La muerte de Edgar Allan Poe parecía una jugada irónica de un dios desconocido. Un destino determinado desde el esbozo de sus primeras obras. En un siglo XIX en el que el concepto de la salud mental prácticamente no existía, Poe retrató —consciente de ello o no tanto— los rincones más retorcidos de la mente humana. A veces de manera directa, otras desde más lejos, la eligió, en reiteradas ocasiones, como el escenario para sus historias de terror.

Murió el 7 de octubre de 1849 en Baltimore, Estados Unidos, a sus 40 años. La causa de muerte concreta nunca se confirmó, aunque en su momento se habló de una congestión cerebral.
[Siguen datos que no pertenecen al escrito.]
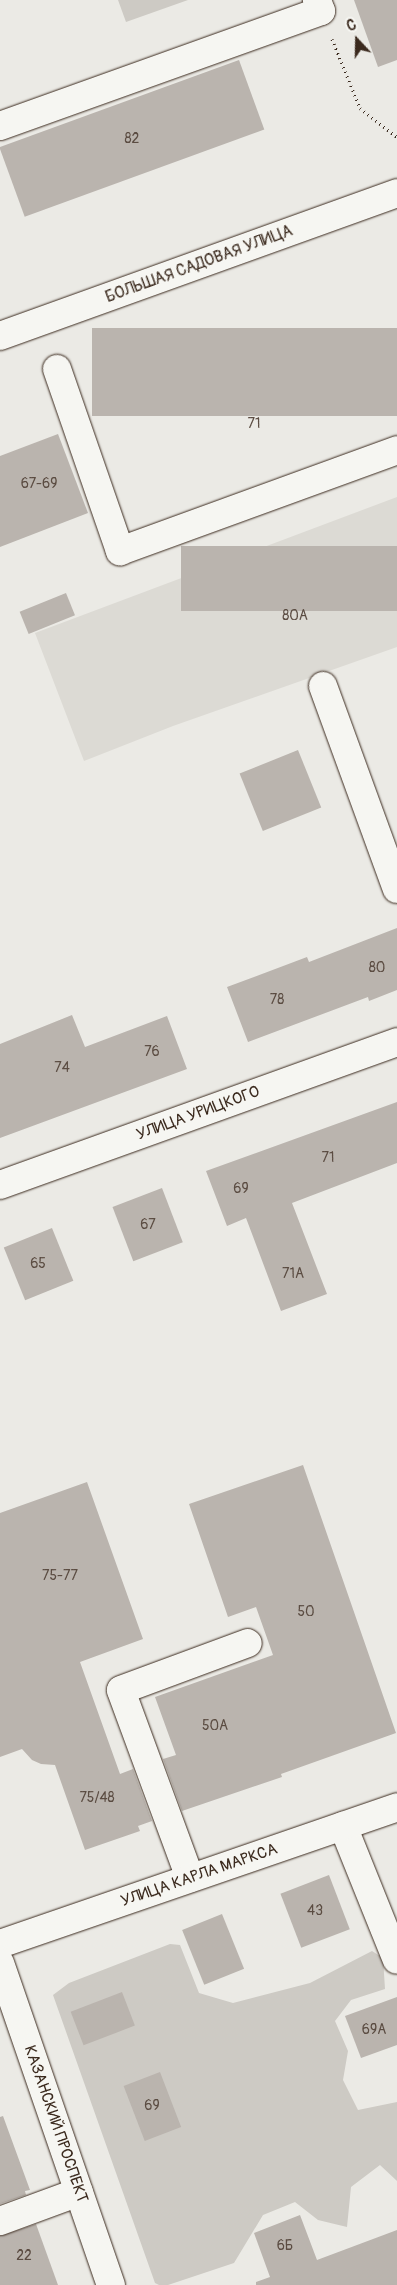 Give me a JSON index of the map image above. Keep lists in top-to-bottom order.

Lo encontraron en la vía pública con ropa que no le pertenecía y suplicando por un tal “Reynolds”. Fue trasladado a un hospital, en el que pasó sus últimos tres días de vida entre sudoraciones, delirios y alucinaciones, sin dejar de repetir el nombre de “Reynolds”. Esto parecía sacado de uno de sus cuentos de terror.

Allan Poe es considerado un autor romántico y un genio del terror: atmósferas oscuras, figuras espectrales sobrenaturales, culto a lo misterioso, énfasis en la subjetividad que roza con lo onírico. Todo eso está, pero con matices. Una de las diferencias más importantes frente a sus colegas románticos fue su interés por los procesos mentales por encima de la emoción. Mientras otros se entregaron a las sensaciones a flor de piel como su musa inspiradora máxima, él prefirió estudiar qué pasa con la mente humana, y concretamente, qué pasa cuando esta se altera. Sus personajes, frecuentemente atormentados y marginales, eran su experimento.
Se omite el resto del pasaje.